[Records from a data source]
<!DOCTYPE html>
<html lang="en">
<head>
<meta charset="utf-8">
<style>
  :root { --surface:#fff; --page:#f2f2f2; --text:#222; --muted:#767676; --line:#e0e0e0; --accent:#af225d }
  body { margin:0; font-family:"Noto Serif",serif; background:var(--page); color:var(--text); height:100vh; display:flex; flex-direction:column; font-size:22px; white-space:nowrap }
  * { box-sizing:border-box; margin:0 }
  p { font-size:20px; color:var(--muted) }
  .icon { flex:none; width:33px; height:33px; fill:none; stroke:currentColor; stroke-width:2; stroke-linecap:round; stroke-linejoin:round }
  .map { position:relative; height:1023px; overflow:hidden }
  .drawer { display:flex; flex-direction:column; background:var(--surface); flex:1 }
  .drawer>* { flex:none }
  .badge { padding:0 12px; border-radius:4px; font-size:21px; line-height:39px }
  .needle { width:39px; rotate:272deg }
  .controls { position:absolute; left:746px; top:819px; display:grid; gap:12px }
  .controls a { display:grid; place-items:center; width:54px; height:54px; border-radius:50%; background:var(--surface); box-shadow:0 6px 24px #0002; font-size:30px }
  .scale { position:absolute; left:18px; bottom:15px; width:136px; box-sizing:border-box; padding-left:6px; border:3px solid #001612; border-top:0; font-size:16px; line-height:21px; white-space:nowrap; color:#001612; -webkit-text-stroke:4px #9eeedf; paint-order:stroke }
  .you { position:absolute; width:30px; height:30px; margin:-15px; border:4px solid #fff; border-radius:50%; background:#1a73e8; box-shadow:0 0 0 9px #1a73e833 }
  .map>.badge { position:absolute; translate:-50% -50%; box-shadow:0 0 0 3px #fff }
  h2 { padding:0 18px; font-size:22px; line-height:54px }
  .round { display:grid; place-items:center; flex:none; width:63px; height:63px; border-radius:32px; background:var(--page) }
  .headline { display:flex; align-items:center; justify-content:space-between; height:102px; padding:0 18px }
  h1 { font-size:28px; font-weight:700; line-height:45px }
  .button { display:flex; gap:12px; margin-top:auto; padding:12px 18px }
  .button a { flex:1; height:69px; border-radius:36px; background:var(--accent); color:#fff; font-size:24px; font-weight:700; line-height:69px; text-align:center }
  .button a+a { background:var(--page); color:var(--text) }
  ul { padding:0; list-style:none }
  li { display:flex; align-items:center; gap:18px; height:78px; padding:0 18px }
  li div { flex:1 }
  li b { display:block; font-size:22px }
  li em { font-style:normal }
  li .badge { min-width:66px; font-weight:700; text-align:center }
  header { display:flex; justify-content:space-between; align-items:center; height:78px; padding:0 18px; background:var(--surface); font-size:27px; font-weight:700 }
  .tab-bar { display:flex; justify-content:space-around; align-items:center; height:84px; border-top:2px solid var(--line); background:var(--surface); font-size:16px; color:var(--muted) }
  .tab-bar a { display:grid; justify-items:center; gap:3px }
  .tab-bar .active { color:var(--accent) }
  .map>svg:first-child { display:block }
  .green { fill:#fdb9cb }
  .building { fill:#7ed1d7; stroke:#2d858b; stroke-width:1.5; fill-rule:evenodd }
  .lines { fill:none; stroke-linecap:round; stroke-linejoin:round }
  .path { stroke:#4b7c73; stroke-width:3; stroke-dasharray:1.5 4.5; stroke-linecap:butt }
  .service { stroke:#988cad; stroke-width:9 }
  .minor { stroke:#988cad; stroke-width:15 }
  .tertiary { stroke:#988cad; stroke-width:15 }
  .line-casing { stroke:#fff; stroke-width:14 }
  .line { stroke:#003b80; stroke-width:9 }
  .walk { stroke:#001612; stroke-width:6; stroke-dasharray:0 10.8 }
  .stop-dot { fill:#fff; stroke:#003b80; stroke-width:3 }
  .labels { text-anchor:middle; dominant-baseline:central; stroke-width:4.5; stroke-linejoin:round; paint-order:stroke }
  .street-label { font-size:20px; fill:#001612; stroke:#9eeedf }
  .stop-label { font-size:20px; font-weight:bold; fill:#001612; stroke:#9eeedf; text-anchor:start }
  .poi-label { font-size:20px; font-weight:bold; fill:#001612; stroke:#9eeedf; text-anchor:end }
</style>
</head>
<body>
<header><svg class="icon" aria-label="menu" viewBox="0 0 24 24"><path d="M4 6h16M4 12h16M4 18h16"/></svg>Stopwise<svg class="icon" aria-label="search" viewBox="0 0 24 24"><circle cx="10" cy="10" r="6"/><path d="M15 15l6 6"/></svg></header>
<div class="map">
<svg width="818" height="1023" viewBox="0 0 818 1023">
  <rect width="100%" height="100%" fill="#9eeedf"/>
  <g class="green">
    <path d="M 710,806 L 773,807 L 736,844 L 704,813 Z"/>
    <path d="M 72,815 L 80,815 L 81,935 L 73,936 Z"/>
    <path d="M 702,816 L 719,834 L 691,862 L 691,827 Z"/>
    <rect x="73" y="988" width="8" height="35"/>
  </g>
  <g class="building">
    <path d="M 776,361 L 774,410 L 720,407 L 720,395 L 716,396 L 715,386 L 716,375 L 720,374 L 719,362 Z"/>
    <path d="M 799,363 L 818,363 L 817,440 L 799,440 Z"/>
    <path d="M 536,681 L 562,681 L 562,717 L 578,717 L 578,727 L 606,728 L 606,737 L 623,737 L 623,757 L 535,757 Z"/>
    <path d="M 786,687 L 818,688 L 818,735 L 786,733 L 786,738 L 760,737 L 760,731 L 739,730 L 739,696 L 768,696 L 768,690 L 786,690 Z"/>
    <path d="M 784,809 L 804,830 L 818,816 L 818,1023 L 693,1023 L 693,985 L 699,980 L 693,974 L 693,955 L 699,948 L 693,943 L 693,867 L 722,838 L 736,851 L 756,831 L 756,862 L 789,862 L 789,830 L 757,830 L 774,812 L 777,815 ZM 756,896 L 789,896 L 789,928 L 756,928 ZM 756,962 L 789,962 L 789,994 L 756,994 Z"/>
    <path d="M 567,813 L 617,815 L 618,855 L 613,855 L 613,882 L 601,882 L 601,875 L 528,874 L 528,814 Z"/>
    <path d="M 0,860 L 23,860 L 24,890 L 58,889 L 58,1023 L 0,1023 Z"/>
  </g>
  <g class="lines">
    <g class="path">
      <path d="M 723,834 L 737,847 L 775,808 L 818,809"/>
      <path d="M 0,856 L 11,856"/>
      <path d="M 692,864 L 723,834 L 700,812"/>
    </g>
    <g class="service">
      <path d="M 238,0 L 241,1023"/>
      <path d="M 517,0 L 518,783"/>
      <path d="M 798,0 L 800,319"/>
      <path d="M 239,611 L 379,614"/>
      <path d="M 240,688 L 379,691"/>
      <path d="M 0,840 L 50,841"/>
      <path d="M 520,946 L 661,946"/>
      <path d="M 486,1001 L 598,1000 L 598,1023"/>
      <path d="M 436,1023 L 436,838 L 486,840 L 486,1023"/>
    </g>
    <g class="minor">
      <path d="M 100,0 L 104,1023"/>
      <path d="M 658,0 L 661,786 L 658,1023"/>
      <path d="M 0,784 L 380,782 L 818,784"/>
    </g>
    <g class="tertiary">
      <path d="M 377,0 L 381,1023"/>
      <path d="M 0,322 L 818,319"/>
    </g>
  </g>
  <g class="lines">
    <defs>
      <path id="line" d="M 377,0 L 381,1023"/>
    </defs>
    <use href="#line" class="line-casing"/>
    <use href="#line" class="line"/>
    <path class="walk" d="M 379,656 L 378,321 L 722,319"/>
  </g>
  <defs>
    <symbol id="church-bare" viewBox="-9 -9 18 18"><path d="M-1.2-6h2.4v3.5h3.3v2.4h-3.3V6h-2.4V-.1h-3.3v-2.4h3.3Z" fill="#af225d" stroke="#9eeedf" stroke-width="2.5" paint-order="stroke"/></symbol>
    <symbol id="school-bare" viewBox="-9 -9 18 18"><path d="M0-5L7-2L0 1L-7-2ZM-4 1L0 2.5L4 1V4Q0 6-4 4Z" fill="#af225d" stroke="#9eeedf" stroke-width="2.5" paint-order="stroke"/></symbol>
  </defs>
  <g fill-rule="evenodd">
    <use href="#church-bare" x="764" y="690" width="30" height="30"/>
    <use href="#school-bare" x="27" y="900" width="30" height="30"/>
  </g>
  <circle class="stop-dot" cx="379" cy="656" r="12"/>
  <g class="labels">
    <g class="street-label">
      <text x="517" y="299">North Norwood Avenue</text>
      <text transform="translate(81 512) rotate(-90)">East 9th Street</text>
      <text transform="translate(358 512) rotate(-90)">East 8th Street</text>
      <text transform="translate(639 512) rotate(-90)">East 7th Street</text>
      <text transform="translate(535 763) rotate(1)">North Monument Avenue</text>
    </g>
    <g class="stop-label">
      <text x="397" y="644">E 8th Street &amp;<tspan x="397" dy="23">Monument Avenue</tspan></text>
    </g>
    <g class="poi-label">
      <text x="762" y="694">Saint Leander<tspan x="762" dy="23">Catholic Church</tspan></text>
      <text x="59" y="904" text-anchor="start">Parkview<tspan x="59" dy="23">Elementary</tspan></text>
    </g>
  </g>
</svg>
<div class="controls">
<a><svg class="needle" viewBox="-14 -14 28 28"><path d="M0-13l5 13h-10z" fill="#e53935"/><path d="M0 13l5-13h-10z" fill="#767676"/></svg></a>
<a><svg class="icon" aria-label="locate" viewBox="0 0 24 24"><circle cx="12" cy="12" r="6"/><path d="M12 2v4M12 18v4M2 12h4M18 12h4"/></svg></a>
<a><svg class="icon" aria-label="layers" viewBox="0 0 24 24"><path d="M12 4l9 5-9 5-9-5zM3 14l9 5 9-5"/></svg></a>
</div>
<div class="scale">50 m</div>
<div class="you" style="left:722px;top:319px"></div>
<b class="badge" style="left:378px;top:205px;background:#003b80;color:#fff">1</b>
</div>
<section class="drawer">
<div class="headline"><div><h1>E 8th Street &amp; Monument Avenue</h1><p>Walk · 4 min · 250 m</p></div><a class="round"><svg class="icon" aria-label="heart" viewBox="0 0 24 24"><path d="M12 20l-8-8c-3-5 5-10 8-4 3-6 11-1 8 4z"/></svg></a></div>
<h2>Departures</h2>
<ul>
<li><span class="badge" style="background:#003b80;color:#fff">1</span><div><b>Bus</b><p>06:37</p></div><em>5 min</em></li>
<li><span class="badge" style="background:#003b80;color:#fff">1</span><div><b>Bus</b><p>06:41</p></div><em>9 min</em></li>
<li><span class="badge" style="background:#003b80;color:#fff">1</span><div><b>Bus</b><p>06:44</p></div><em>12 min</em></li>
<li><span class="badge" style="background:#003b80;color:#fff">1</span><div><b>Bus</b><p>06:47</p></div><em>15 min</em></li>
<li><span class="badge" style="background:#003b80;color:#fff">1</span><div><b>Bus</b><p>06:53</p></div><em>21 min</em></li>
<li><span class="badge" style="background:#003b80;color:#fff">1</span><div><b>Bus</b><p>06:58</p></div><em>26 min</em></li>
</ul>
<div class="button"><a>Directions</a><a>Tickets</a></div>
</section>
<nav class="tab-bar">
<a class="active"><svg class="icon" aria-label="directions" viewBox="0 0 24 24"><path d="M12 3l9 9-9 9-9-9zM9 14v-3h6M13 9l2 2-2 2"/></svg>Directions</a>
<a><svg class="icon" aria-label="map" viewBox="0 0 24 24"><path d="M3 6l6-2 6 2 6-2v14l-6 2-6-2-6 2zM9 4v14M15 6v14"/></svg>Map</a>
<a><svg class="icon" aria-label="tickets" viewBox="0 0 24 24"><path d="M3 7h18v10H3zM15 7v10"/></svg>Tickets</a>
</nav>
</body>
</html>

WORK REQUIRED ->
Take the lines above from the first through the one containing "padding:0 12px; border-radius:4px;" and reproduce them exactly; include nothing else.

SOLUTION FOR THIS PROBLEM ->
<!DOCTYPE html>
<html lang="en">
<head>
<meta charset="utf-8">
<style>
  :root { --surface:#fff; --page:#f2f2f2; --text:#222; --muted:#767676; --line:#e0e0e0; --accent:#af225d }
  body { margin:0; font-family:"Noto Serif",serif; background:var(--page); color:var(--text); height:100vh; display:flex; flex-direction:column; font-size:22px; white-space:nowrap }
  * { box-sizing:border-box; margin:0 }
  p { font-size:20px; color:var(--muted) }
  .icon { flex:none; width:33px; height:33px; fill:none; stroke:currentColor; stroke-width:2; stroke-linecap:round; stroke-linejoin:round }
  .map { position:relative; height:1023px; overflow:hidden }
  .drawer { display:flex; flex-direction:column; background:var(--surface); flex:1 }
  .drawer>* { flex:none }
  .badge { padding:0 12px; border-radius:4px; font-size:21px; line-height:39px }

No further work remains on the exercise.